Impressions of apartment living

We moved into the ADL apartment about supper time last night, when the nurses announced that the "honeymoon suite" was cleaned and ready. They had even left licorice on the pillows--they didn't have any mints on them. We were there until about 10am this morning.

It went OK. We had 10 hours of consecutive visitors yesterday, with about a 20 min break at 4pm, so we were both tired pretty tired to be trying the apartment. Linda also had a cold which bothered her quite a bit too. On the other hand, we didn't have Ellie, so you can imagine harder scenarios.

The apartment itself has a kitchen, living-room, bathroom and bedroom. It is quite spare. Linda pointed out to me that there are no pictures on any of the walls. The living-room, hallway, and bedroom have a thin utilitarian kind of blue carpet. The bathroom and kitchen are tile.

Part of using the apartment was handling Linda's medications which came in 9 little bottles. That was a bit more than I expected, since they have been discontinuing some of her meds lately. Luckily there was an elaborate laser-printed schedule with all of the doses for the day. You just have to be careful and precise. I suspect the schedule will be simplified still more before they send us home.

The first difference we noticed was the carpet. The first transfer I did with Linda twisted her foot. It hurt but didn't hurt her, although she was a bit annoyed at me. Carpet makes it easier to transfer in socks, but harder in shoes. It also makes the wheelchair harder to move (although not so bad as the carpet at home which is even thicker).

The bathroom in the apartment has a door that opens in. I had never noticed the doors much before, but getting the door open or closed while you have a wheelchair in the bathroom is not so easy. We probably won't bother closing the door at home when we're alone, although our bathroom is so small that it won't ever have a wheelchair in it.
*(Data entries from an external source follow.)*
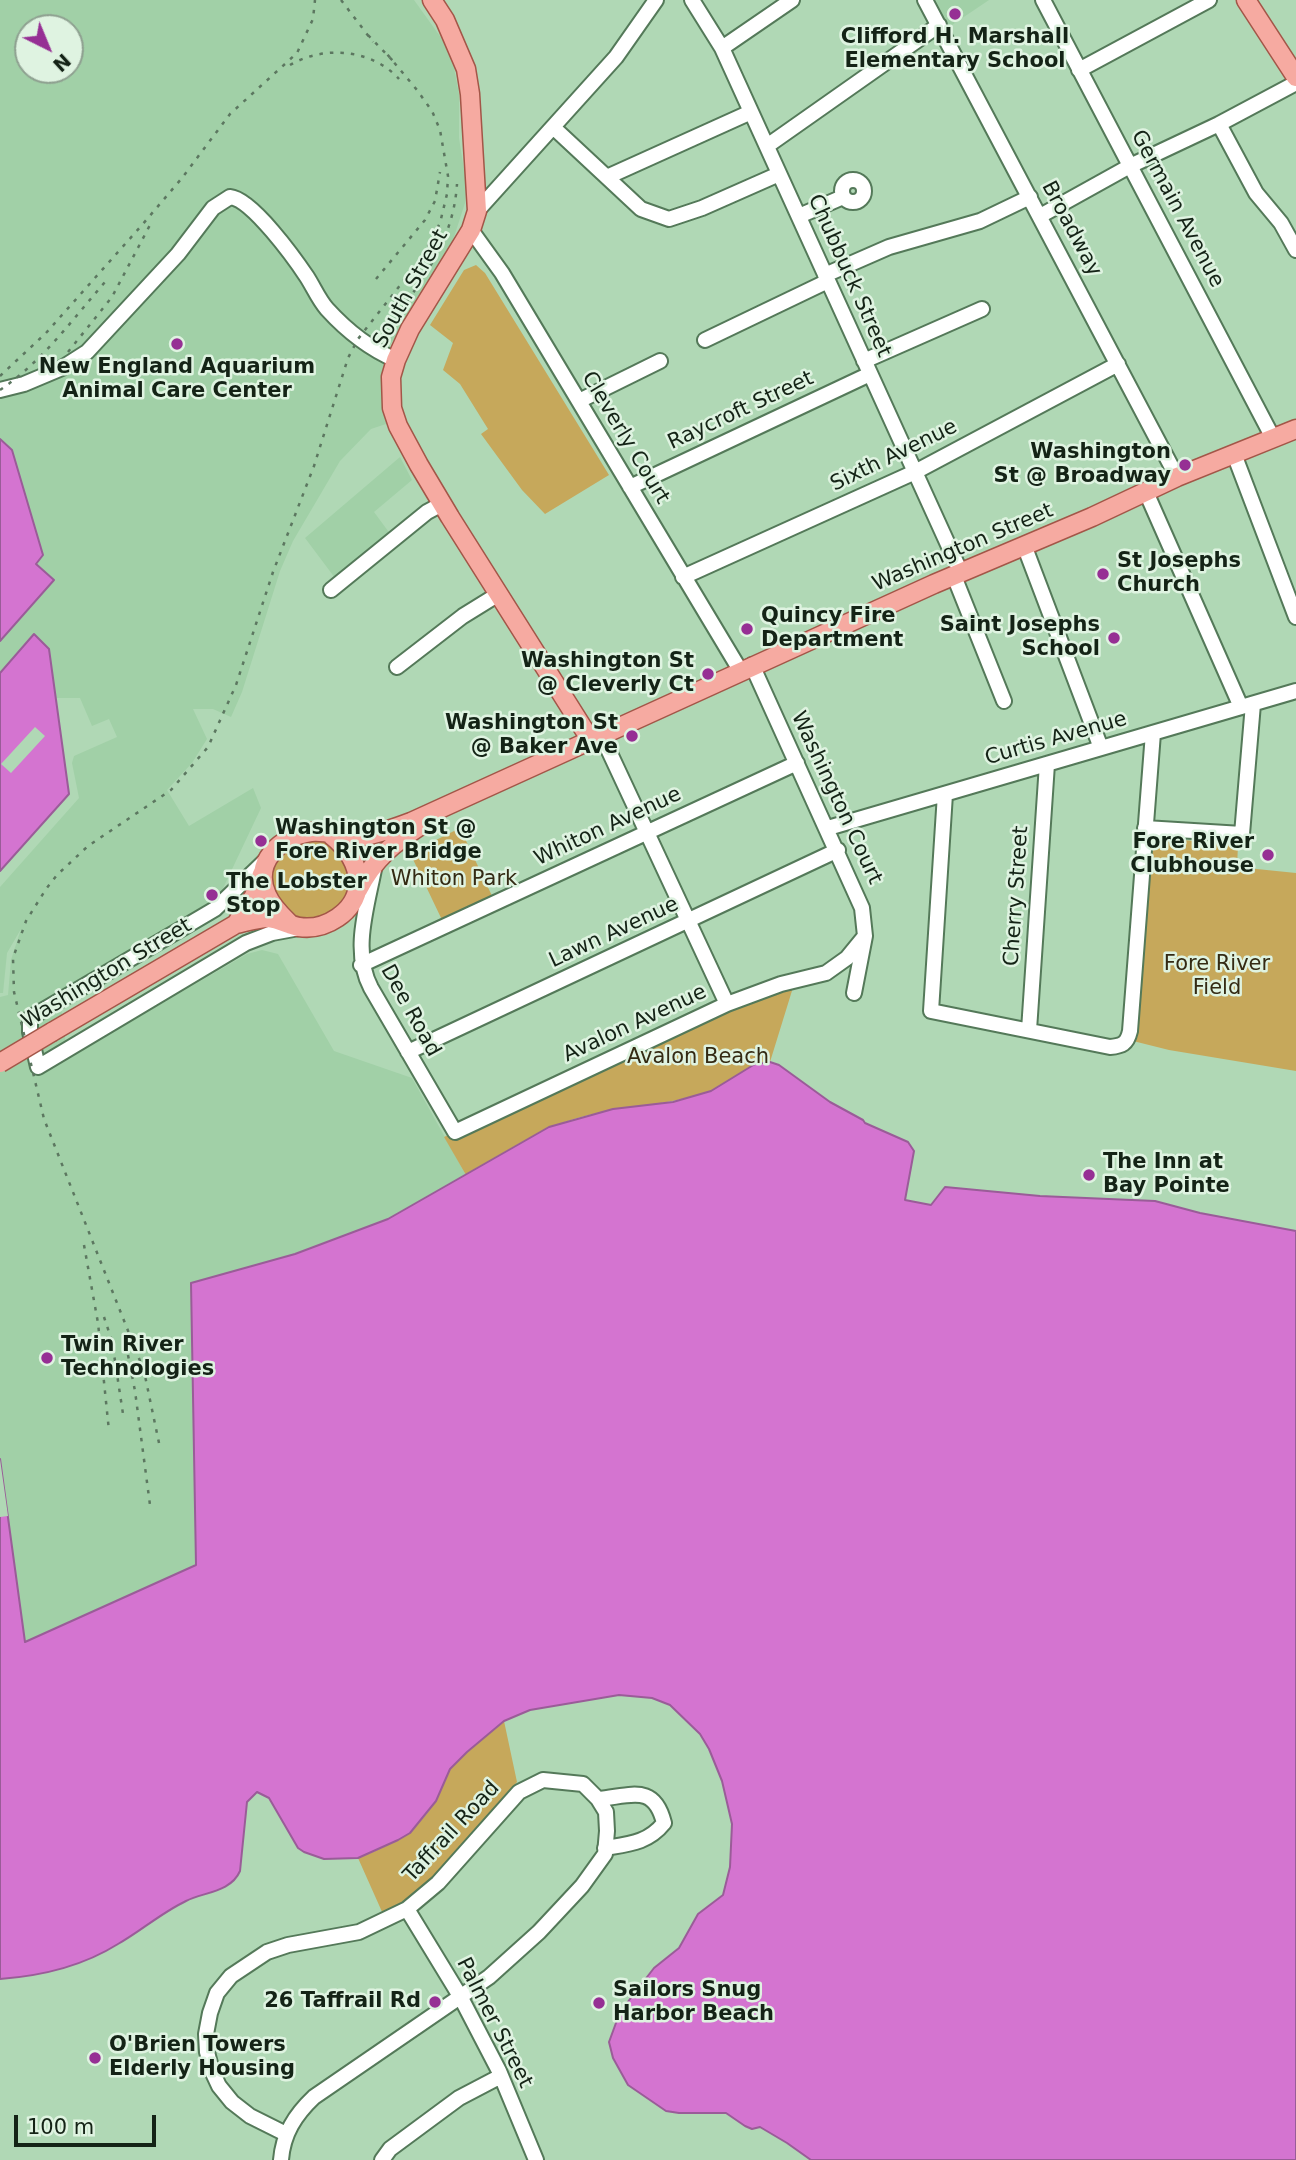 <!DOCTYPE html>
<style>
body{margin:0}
#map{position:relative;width:1296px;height:2160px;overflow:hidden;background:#b0d8b5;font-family:"DejaVu Sans",sans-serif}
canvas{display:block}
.north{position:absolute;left:14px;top:14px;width:70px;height:70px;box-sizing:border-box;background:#dff3e1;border:2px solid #8ea090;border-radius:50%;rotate:137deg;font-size:19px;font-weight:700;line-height:28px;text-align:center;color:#142316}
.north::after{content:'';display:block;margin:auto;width:24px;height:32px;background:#962f94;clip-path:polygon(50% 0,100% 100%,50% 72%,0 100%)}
.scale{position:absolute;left:14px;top:2115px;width:142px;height:32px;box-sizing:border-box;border:4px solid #142316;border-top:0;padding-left:9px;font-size:21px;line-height:24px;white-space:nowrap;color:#142316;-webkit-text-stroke:5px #dff3e1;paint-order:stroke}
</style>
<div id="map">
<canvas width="1296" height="2160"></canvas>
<div class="north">N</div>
<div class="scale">100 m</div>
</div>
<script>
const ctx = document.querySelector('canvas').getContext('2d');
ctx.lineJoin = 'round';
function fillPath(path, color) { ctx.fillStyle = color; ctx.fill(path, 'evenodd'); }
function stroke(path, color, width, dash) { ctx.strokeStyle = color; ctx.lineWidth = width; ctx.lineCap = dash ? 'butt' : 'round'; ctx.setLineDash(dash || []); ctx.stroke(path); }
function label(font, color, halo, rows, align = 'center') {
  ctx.font = font + ' "DejaVu Sans",sans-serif'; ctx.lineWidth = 5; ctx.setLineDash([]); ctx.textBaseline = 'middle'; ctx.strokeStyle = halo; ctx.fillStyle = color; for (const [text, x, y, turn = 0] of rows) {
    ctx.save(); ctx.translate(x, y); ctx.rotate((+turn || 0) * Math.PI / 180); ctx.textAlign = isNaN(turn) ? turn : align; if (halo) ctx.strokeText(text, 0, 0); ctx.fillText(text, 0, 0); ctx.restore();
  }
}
const built = new Path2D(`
 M0,0H414L442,39L454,68L459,94V138L466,183L465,203L452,243L389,347L384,364V386L389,423L371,429L340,461L293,541L280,571L242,692L231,717L213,709H193L207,739L192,763L167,790L189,826L253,788L261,808L217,901L59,993L68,1058L247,954L262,950L278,954L334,1051L412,1078L466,1175L388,1219L295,1254L191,1283L197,1565L25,1642L0,1459V997L8,995L11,960L21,929L7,953L3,993H0V887L79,798L72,763L74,756L117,737L109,719L92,726L80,698H56L49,649L34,635L0,673V641L54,580L36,564L43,555L12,450L0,439ZM28,28H70V70H28Z
 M932,0H989L949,27Z
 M400,457L412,480L374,512L391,535L335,578L305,538Z`);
const green = new Path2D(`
 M476,265L485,273L609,475L545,514L522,490L481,434L488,429L460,384L443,370L453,343L430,325L464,270Z
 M460,828L493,898L443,922L410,853Z
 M1150,837L1238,845L1237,867L1296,873V1071L1169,1050L1133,1041Z
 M307,840C337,840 339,852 352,875L347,898L337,908L323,917L300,919L292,916L279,906L270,877L275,861L286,850Z
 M795,981L770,1062C743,1066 731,1084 707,1092C666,1106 623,1106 581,1117C539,1128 503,1154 466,1175L444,1137L727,1004Z
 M504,1721L517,1782L441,1873L421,1890L383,1914L358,1858C389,1846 417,1832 435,1802C441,1791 443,1778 451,1768C466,1750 486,1735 504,1721Z`);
const water = new Path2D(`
 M0,439L12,450L43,555L36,564L54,580L0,641Z
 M34,634L49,649L69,794L0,871V673Z
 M770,1062L779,1065L830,1102L863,1120L865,1123L908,1142L914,1151L905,1200L931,1205L945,1187L1040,1196L1155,1201L1200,1213L1296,1231V2160H811L787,2143L760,2127L752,2129L745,2126L726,2113H679L666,2111L628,2085L613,2058L609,2042L620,2012L654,1968L679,1948L698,1914L723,1895L730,1867L732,1824L722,1781L709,1749L700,1734L670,1705L652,1698L619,1695L530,1710L504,1721L467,1752L450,1769L436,1801L410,1833L398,1840L358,1858L324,1859L304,1852L298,1848L269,1798L257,1792L247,1802L240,1871C231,1892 204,1892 186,1901C161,1913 141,1931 118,1944C83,1966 41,1976 0,1979V1459L25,1642L196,1565L191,1283L295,1254L388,1219L549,1127L613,1109L673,1102L711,1091L755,1064Z`);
const pier = new Path2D(`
 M35,727L45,736L11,773L1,764Z
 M0,1459L8,1516L0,1517Z`);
const minor = new Path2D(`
 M692,0L722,48L961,573
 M925,0L1177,477
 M1043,0L1273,438
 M722,48L792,0
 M1079,70L1209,0
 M1219,124L1256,193L1281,223L1296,250
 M553,127L641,209L669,219L702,208L779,174
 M767,146L939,25
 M607,177L751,112
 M842 191a11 11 0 1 1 22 0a11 11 0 1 1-22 0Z
 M477,211L616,57L656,0
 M799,216L843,197
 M1040,216L1130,166L1219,124L1296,83
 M471,230L502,273L740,670
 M825,275L889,247L980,221L1030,197
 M705,340L828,281
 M864,361L982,309
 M0,390L24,384L62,368L87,352L178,254L213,208L230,197C252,199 295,259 307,277C314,288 319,300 327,309C347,331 368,348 396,360
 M579,401L660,361
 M1234,454L1296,617
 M630,487L870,374
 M1146,492L1241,707
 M1024,545L1101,748
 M954,576L1004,701
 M683,577L915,472L1118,364
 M331,590L427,512L442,504
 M752,665L862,908L865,936L854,993
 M397,667L463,616L497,595
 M601,734L727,1004
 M945,794L931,1011L1110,1047C1122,1046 1127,1044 1130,1031L1153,733
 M828,828L1296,691
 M1145,828L1242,834L1253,704
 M266,860L215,909L30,1018V1032L38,1067L246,943L272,933L299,928
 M375,864C368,904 351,950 371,988L455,1132L727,1004L781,984L826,973L847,958L865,936
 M361,965L797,763
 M1029,1030L1047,764
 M408,1052L838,850
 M598,1799C631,1796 654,1783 664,1823C648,1843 629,1844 605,1848
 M407,1909L460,1996L499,2071L536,2160
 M281,2160C283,2134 295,2115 314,2097L489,1977L539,1932L582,1886L605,1854L607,1831L606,1812L598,1799L583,1784L543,1780L519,1792L438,1883L407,1909L359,1932L288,1945L267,1952L231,1976L217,1993L210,2013L206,2034L207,2052L212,2071L219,2086L232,2102L250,2116L286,2134
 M382,2160L390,2149L459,2098L501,2076`);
const major = new Path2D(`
 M432,0L445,20L466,69L470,94L477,211L471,230L410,329L396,360L391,377L392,408L398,426L419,465L450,517L590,739
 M1246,0L1296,77
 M358,890C374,858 394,843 423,824
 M236,924L254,896L262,874
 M291,925C282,916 272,907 267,895C252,863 280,836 311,832C327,830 343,838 359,837C377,835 394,828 411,822L934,584L1092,517L1177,477L1296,429
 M52,1032L236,924C246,922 258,918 268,918C279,919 289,925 299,927C325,931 356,912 358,885C359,863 346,847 331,835`);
const rail = new Path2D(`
 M341,0L373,42
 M368,35L393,61
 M290,65C324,45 372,49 399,79
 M376,279L425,220L435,201L440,172
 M383,335C417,286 453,246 457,184
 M68,352L112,297L150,225
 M0,376L46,333L142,225L182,178L230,114L297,53L313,19L315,0
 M0,390C42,362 72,320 105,282
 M84,1245L98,1323L109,1431
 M104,1317L112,1341L123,1414
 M128,1355L135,1391L150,1505
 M159,1443L144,1371L44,1119L14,992L13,958L26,921L46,889L57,875L88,846L171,790L208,747L236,685L273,572L314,466L348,358L358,339L423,256L440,223L447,194L448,176L440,130L432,111L417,90L387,54`);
const majorBridge = new Path2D(`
 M0,1063L52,1032`);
const markers = [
 [955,14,7,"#962f94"],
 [177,344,7,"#962f94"],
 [1185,465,7,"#962f94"],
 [1103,574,7,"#962f94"],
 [747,629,7,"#962f94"],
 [1114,638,7,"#962f94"],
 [708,674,7,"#962f94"],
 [632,736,7,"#962f94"],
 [261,841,7,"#962f94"],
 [1268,855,7,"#962f94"],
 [212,895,7,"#962f94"],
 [1089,1175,7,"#962f94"],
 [47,1358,7,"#962f94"],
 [435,2002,7,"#962f94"],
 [599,2003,7,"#962f94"],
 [95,2058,7,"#962f94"]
];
const poiNames = [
 ["Clifford H. Marshall",955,38,"center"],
 ["Elementary School",955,62,"center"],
 ["New England Aquarium",177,368,"center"],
 ["Animal Care Center",177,392,"center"],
 ["Washington",1171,453,"right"],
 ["St @ Broadway",1171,477,"right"],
 ["St Josephs",1117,562],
 ["Church",1117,586],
 ["Quincy Fire",761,617],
 ["Department",761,641],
 ["Saint Josephs",1100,626,"right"],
 ["School",1100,650,"right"],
 ["Washington St",694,662,"right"],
 ["@ Cleverly Ct",694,686,"right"],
 ["Washington St",618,724,"right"],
 ["@ Baker Ave",618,748,"right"],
 ["Washington St @",275,829],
 ["Fore River Bridge",275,853],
 ["Fore River",1254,843,"right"],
 ["Clubhouse",1254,867,"right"],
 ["The Lobster",226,883],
 ["Stop",226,907],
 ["The Inn at",1103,1163],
 ["Bay Pointe",1103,1187],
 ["Twin River",61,1346],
 ["Technologies",61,1370],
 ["Sailors Snug",613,1991],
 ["Harbor Beach",613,2015],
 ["26 Taffrail Rd",421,2002,"right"],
 ["O'Brien Towers",109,2046],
 ["Elderly Housing",109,2070]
];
const streetNames = [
 ["Germain Avenue",1177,209,62],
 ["Broadway",1071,229,62],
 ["Chubbuck Street",849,276,66],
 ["South Street",411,289,-61],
 ["Raycroft Street",741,411,-25],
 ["Cleverly Court",625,438,59],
 ["Sixth Avenue",894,456,-26],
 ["Washington Street",963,548,-23],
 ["Curtis Avenue",1056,739,-16],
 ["Washington Court",836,798,65],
 ["Whiton Avenue",608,827,-25],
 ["Cherry Street",1017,896,-86],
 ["Lawn Avenue",614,933,-25],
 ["Washington Street",107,974,-31],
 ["Dee Road",410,1011,61],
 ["Avalon Avenue",635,1024,-25],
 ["Taffrail Road",452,1832,-47],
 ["Palmer Street",494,2023,63]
];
const parkNames = [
 ["Whiton Park",454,880],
 ["Fore River",1217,965],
 ["Field",1217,989],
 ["Avalon Beach",698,1058]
];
fillPath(built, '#a1d0a7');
fillPath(green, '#c6a85b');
fillPath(water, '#d474d0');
stroke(water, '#9a5c98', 2);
fillPath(pier, '#b0d8b5');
stroke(minor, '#547959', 18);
stroke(major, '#a35648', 21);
stroke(minor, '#fff', 14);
stroke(major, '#f6aaa1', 18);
stroke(rail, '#5c7760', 2.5, [3.5, 7]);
stroke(majorBridge, '#a35648', 21, []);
stroke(majorBridge, '#f6aaa1', 18);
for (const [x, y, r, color] of markers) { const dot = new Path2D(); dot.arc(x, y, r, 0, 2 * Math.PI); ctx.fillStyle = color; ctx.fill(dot); stroke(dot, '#dff3e1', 2.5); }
label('bold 21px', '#142316', '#dff3e1', poiNames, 'left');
label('21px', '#142316', '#dff3e1', streetNames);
label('21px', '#342a13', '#dff3e1', parkNames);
</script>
We watched Pirates of the Caribbean on the big TV (even though we just watched it last week). Linda said we should watch it again since it is the loudest movie we have, so most suited to a big TV.

After the movie, I gave her a bath. That was one of the big goals of the stay. We used the same shower bench we always use. It is like the one we will buy for home. We did OK, but it was harder. It was harder for Linda because she had to get in and out of the tub and there was less to hold on to. It was harder for me because I had to lean over more to reach.

It was nice to have a regular bed, one long enough for me. Linda sleeps on the right side of the bed (facing up). There was an extra hospital bed stored in the bedroom of the apartment; sort of the one obvious reminder that this isn't a hotel, it's a hospital. That made it a little hard to get to that side of the bed with the wheelchair. So for bed transfers I positioned Linda's chair, then climbed over the bed to help her.

There was one way that the apartment was much better than a hotel. It didn't smell like smoke. I hate to stay in hotels because even the non-smoking rooms (especially the bedding) smell like smoke, and my allergies make me miserable. Unfortunately I was allergic to something else in the apartment (maybe the shower?) so it was actually much the same as a hotel. But at least it didn't stink.

Linda told me this morning that she was afraid to roll around because she didn't want to fall out of bed. I don't think there is much danger of that, but she did once get caught by the rails on her other bed, and she has been paranoid since. I told her that I slept OK, especially after 2am (my back had been hurting until about then). She said, "I didn't toss and turn." We both kind of laughed. She can't literally toss and turn, but she did not even move much because of the fear. She coughed quite a bit during the night because of her cold. I'm callous, so I ignored her.

Personally I would have been happy to skip getting up for medicine at 6am, especially since Linda declared that she was awake and wanted to stay up. I didn't really get to vote, so we got up and dressed her, and I made omelets for breakfast.

It is frustrating to cook in someone else's kitchen. It is harder in a 'demo' kitchen. No pot holders, no paper towels, no sharp knives. There was a sharpening rod in one of the drawers, so I honed my pocketknife and used it.

This morning we practiced getting in and out of an armchair to the wheelchair. We were interested to see how far Linda could get on her own. She can do it with very little assistance, so I can see she'll be able to get in and out of chairs like our red wingback chair relatively soon. Longer furniture, like the sofa, will take a bit longer. She really needs both armrests to push up on right now.